--- Records for this task ---
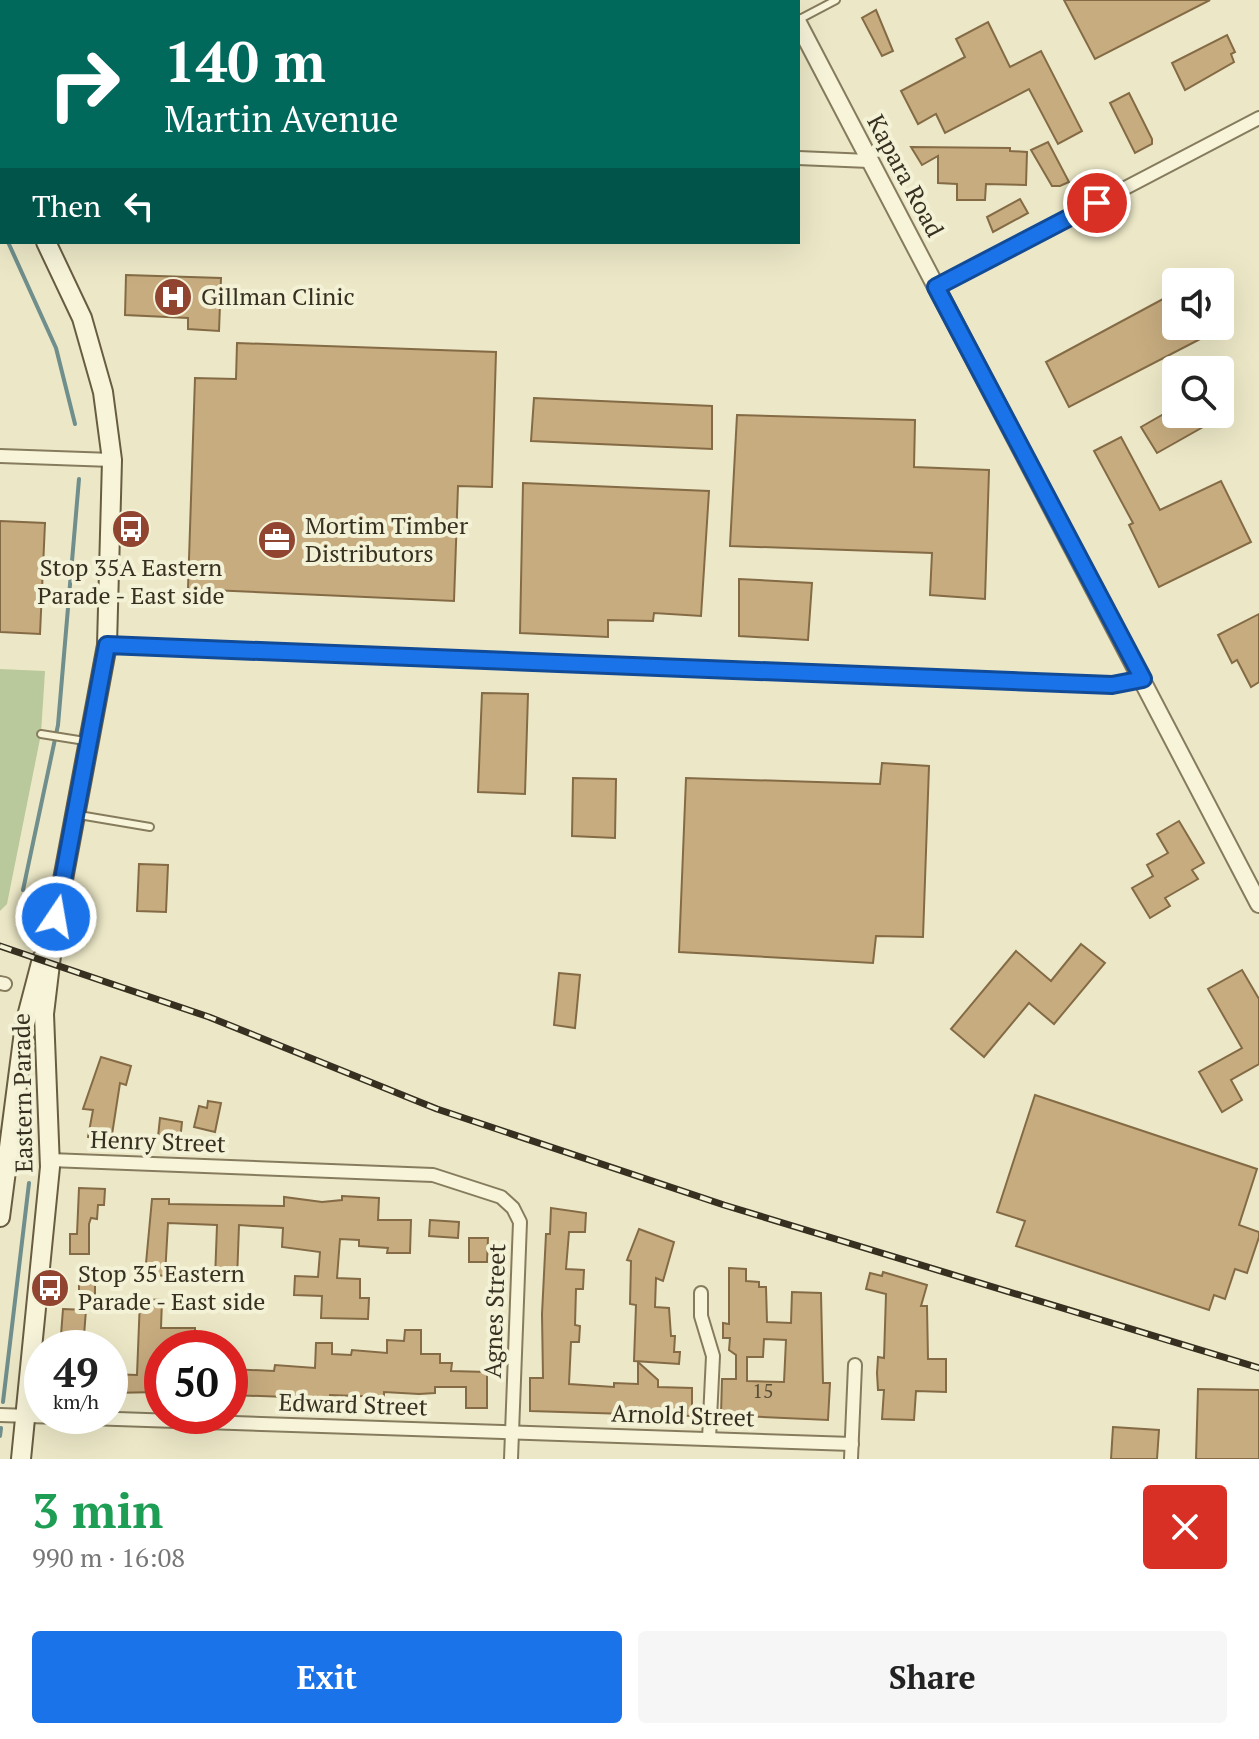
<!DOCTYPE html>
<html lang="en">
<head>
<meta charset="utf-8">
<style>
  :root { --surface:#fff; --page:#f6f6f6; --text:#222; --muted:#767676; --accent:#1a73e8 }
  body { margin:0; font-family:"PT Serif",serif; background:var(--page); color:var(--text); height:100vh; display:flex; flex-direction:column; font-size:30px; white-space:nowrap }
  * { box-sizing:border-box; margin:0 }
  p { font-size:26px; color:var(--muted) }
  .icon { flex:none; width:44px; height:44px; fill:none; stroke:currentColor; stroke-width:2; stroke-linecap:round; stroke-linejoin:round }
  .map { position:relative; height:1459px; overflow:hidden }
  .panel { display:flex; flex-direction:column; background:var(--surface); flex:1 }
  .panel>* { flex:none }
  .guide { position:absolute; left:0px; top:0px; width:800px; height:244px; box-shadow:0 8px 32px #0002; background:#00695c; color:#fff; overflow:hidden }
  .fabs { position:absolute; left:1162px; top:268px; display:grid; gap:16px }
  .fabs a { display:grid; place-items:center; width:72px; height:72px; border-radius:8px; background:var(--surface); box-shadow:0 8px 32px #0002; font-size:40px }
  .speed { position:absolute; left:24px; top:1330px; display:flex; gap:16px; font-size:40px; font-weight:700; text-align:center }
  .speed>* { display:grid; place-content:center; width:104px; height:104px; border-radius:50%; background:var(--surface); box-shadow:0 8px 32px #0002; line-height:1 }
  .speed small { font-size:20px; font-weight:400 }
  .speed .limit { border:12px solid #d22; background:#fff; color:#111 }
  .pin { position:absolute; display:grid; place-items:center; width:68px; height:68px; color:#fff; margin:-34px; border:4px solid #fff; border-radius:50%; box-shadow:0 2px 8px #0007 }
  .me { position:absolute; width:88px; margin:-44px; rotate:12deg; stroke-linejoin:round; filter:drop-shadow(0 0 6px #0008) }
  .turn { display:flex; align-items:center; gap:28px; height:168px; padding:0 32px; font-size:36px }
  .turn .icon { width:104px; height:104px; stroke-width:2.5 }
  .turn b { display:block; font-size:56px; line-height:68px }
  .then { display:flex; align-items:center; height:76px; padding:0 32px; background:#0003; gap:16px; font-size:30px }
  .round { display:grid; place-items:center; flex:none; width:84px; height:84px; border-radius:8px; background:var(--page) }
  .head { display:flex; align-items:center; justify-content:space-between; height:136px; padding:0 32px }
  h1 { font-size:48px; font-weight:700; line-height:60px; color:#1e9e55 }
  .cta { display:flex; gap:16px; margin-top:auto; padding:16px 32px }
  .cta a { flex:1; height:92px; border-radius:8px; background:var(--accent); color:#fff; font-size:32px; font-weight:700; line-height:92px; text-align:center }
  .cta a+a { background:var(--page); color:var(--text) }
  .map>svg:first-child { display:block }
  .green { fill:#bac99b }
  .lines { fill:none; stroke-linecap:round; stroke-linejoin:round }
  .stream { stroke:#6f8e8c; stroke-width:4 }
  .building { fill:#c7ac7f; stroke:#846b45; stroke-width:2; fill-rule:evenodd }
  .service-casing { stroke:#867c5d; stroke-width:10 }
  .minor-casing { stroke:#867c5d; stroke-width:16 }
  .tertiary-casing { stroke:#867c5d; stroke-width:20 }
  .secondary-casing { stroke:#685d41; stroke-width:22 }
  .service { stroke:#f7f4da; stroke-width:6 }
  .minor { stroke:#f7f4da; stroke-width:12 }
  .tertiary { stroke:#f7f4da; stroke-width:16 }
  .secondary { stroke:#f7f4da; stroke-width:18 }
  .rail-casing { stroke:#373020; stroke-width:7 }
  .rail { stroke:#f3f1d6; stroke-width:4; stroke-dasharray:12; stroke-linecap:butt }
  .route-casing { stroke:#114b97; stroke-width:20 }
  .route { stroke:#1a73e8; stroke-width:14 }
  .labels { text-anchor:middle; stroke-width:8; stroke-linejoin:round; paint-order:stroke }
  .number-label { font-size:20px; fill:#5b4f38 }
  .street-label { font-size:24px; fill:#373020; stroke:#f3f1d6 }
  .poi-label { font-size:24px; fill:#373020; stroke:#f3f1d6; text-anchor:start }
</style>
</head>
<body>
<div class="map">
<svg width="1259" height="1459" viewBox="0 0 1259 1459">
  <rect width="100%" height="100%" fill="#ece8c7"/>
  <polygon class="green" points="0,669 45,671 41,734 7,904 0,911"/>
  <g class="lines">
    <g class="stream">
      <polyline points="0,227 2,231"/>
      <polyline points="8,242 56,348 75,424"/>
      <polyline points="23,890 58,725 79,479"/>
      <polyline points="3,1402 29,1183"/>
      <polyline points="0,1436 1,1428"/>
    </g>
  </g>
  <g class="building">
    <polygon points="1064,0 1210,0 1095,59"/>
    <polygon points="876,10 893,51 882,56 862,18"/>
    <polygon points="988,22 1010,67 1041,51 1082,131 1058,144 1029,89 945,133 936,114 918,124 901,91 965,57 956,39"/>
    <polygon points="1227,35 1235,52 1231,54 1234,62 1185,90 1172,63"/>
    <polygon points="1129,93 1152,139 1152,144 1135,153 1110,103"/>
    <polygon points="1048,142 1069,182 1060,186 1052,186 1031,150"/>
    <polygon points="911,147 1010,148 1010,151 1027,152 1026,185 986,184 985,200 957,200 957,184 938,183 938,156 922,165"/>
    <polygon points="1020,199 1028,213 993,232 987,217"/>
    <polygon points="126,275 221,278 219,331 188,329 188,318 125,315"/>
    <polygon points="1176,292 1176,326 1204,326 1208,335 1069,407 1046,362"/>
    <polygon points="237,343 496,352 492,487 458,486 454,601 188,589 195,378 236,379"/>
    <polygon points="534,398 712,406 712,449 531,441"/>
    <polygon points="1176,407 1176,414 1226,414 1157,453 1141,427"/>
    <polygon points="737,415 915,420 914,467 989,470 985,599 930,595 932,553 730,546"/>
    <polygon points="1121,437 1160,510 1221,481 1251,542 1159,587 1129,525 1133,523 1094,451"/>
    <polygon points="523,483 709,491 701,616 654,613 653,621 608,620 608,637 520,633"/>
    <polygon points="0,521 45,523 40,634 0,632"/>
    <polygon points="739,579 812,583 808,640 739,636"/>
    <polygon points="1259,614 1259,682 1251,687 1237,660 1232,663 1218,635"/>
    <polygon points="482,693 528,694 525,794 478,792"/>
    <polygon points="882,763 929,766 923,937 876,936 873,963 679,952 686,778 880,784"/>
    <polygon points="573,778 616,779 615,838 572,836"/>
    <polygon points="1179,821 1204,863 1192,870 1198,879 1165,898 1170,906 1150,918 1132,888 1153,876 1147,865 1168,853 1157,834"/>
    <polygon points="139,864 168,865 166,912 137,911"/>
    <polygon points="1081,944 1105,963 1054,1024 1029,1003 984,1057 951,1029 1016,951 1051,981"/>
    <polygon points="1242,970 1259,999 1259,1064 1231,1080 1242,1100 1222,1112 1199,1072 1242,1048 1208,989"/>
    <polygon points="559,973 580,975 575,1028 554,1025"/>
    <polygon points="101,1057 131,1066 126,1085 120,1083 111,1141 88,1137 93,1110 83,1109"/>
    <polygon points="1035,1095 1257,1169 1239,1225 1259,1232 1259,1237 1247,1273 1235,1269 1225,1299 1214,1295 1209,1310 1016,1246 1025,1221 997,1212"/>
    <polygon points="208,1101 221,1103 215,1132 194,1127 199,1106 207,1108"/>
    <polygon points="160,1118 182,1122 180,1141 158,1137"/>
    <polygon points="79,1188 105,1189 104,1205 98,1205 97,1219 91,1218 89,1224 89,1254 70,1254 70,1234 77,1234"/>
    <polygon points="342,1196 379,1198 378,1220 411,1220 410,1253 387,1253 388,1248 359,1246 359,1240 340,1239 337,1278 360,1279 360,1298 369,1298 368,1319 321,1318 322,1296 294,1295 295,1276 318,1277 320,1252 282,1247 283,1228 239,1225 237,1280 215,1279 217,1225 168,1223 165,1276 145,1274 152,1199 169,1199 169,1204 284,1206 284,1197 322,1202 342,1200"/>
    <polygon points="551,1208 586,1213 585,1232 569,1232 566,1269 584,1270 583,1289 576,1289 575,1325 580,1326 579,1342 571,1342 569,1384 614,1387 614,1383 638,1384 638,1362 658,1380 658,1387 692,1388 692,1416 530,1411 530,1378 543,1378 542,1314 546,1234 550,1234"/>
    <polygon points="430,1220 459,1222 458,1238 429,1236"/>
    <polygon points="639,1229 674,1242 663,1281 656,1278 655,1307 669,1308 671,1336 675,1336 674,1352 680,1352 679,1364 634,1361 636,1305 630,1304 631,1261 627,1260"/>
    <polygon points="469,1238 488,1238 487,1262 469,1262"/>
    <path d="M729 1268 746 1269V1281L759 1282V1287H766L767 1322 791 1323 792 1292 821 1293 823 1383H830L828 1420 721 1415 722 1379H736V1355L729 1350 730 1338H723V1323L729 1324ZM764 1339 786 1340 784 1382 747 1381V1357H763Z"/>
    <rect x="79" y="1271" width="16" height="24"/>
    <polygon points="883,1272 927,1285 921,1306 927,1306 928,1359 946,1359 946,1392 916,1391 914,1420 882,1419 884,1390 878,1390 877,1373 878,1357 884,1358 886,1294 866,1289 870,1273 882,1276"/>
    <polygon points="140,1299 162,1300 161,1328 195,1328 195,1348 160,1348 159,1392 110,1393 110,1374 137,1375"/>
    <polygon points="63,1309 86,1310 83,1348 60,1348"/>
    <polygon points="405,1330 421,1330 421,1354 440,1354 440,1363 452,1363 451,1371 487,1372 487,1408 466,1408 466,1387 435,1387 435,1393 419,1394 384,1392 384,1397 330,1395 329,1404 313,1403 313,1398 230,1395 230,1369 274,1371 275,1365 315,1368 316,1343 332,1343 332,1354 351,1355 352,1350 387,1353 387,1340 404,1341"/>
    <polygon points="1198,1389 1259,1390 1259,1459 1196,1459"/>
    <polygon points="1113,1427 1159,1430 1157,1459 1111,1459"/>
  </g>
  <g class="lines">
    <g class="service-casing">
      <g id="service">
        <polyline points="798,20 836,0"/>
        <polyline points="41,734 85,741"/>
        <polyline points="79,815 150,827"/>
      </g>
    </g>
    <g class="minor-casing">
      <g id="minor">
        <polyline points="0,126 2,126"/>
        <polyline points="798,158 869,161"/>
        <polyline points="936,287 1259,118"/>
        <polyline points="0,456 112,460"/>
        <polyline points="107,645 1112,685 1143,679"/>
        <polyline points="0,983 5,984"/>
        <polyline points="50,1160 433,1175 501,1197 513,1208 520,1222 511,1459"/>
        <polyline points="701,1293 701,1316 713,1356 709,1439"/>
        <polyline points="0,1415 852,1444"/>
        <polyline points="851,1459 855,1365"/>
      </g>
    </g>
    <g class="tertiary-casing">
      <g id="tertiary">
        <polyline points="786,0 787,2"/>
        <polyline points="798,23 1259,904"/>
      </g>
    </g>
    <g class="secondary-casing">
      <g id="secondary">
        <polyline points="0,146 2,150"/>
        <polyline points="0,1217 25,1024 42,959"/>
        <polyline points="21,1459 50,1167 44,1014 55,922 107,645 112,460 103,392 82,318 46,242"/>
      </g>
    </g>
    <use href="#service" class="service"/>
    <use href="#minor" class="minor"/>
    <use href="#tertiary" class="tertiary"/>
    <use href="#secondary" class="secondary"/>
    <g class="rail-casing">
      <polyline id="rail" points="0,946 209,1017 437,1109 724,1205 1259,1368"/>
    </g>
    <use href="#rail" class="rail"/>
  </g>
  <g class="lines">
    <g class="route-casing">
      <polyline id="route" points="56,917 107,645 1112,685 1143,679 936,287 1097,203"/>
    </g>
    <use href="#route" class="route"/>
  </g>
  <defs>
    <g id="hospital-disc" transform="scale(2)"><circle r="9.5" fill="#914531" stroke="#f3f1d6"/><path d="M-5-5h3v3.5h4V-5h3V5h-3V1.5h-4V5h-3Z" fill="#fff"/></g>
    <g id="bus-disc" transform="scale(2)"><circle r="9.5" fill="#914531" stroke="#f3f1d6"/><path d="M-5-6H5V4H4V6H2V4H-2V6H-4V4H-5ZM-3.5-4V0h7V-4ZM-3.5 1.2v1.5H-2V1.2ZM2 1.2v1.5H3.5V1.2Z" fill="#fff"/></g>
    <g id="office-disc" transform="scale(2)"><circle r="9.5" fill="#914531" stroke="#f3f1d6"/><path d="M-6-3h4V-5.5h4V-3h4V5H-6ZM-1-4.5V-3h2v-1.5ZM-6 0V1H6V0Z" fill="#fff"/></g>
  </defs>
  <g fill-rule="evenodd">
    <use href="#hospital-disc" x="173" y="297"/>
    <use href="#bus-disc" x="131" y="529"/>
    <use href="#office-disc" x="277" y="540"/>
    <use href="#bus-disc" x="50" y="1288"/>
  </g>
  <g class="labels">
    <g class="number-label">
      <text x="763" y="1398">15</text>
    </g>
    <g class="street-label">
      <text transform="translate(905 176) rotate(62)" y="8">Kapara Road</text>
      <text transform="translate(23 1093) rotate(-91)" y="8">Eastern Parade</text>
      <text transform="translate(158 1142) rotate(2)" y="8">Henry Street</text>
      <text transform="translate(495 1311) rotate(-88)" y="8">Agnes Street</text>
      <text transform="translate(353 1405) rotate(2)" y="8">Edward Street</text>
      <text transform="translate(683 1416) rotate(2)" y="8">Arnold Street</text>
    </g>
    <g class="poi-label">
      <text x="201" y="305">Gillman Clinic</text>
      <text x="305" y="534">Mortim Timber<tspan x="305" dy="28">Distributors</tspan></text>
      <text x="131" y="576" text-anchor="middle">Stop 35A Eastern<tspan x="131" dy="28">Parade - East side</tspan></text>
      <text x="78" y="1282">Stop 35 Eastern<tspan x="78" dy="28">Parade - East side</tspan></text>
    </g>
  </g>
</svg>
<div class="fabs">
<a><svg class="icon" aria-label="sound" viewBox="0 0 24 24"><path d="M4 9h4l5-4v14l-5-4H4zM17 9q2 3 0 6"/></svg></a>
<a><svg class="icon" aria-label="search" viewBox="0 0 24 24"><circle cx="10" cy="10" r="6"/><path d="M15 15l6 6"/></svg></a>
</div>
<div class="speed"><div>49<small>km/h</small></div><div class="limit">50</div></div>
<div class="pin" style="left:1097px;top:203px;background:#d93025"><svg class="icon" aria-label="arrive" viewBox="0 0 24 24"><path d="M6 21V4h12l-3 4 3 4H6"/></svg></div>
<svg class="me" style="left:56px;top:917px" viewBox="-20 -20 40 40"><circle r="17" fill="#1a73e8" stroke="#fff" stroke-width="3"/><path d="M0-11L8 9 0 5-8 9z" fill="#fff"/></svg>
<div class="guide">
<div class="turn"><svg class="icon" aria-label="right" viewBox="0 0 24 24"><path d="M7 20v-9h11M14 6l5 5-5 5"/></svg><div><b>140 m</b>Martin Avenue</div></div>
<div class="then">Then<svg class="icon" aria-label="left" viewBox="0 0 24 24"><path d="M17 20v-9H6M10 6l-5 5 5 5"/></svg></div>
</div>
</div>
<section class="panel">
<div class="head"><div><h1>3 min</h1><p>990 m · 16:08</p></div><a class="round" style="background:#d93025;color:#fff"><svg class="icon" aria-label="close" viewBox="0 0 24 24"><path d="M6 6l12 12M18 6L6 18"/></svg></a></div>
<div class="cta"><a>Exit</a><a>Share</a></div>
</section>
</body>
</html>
---
> Work request:
Starting from the first line of the listing above, write out every line exactly through the one containing "--surface:#fff; --page:#f6f6f6; --text:#222;", and drop the pictures.

> Answer to the problem:
<!DOCTYPE html>
<html lang="en">
<head>
<meta charset="utf-8">
<style>
  :root { --surface:#fff; --page:#f6f6f6; --text:#222; --muted:#767676; --accent:#1a73e8 }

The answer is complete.